Exercise prompt> Set down a faithful copy of every record, and skip the pictures in it.

Available records>
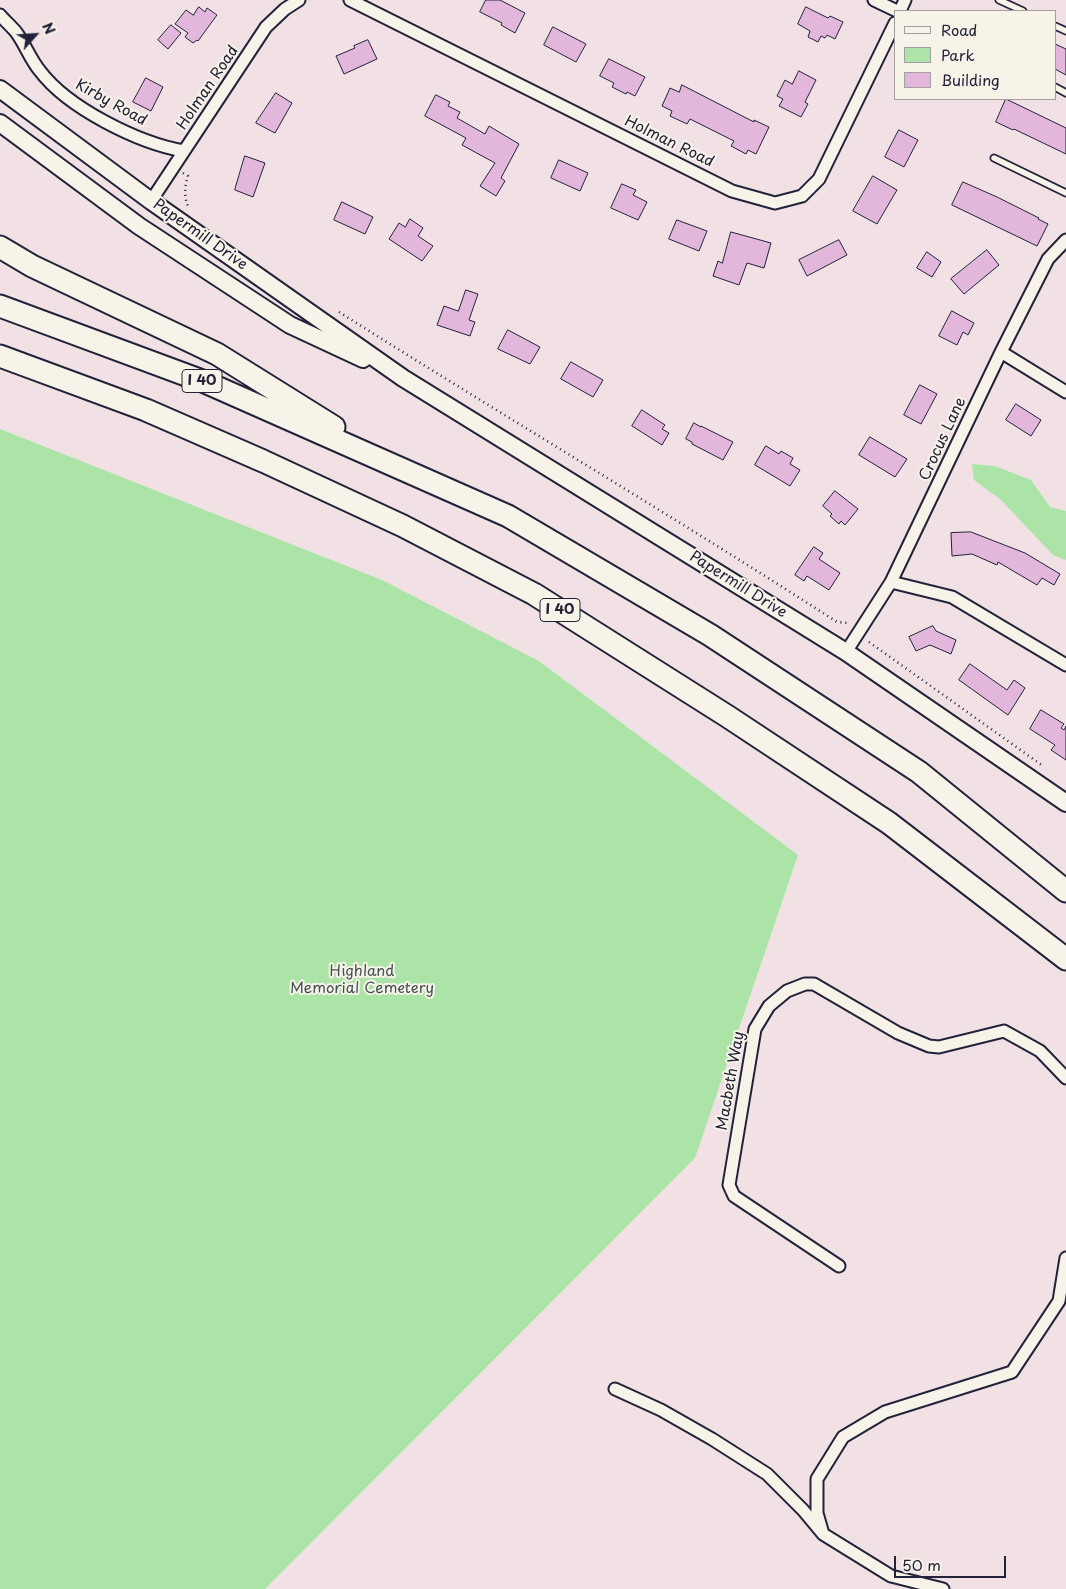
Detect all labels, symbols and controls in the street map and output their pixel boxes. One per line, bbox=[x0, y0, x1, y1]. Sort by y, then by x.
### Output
north arrow bbox=[10, 10, 60, 60]
legend bbox=[894, 10, 1056, 100]
text: Road bbox=[941, 18, 977, 41]
text: N bbox=[37, 19, 61, 38]
street label: Holman Road bbox=[173, 43, 243, 133]
text: Park bbox=[941, 43, 975, 66]
text: Building bbox=[941, 68, 1000, 91]
street label: Kirby Road bbox=[72, 76, 150, 130]
street label: Holman Road bbox=[621, 113, 717, 171]
street label: Papermill Drive bbox=[149, 196, 251, 274]
road number: I 40 bbox=[182, 370, 222, 392]
street label: Crocus Lane bbox=[916, 395, 970, 483]
street label: Papermill Drive bbox=[686, 548, 790, 622]
road number: I 40 bbox=[540, 598, 580, 622]
park label: Highland Memorial Cemetery bbox=[290, 963, 434, 998]
street label: Macbeth Way bbox=[713, 1030, 749, 1132]
scale bar bbox=[896, 1546, 1008, 1578]
text: 50 m bbox=[902, 1553, 941, 1576]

Problem solution>
Detect all labels, symbols and controls in the street map and output their pixel boxes. One per line, bbox=[x0, y0, x1, y1]. Sort by y, then by x.
### Output
north arrow bbox=[10, 10, 60, 60]
legend bbox=[894, 10, 1056, 100]
text: Road bbox=[941, 18, 977, 41]
text: N bbox=[37, 19, 61, 38]
street label: Holman Road bbox=[173, 43, 243, 133]
text: Park bbox=[941, 43, 975, 66]
text: Building bbox=[941, 68, 1000, 91]
street label: Kirby Road bbox=[72, 76, 150, 130]
street label: Holman Road bbox=[621, 113, 717, 171]
street label: Papermill Drive bbox=[149, 196, 251, 274]
road number: I 40 bbox=[182, 370, 222, 392]
street label: Crocus Lane bbox=[916, 395, 970, 483]
street label: Papermill Drive bbox=[686, 548, 790, 622]
road number: I 40 bbox=[540, 598, 580, 622]
park label: Highland Memorial Cemetery bbox=[290, 963, 434, 998]
street label: Macbeth Way bbox=[713, 1030, 749, 1132]
scale bar bbox=[896, 1546, 1008, 1578]
text: 50 m bbox=[902, 1553, 941, 1576]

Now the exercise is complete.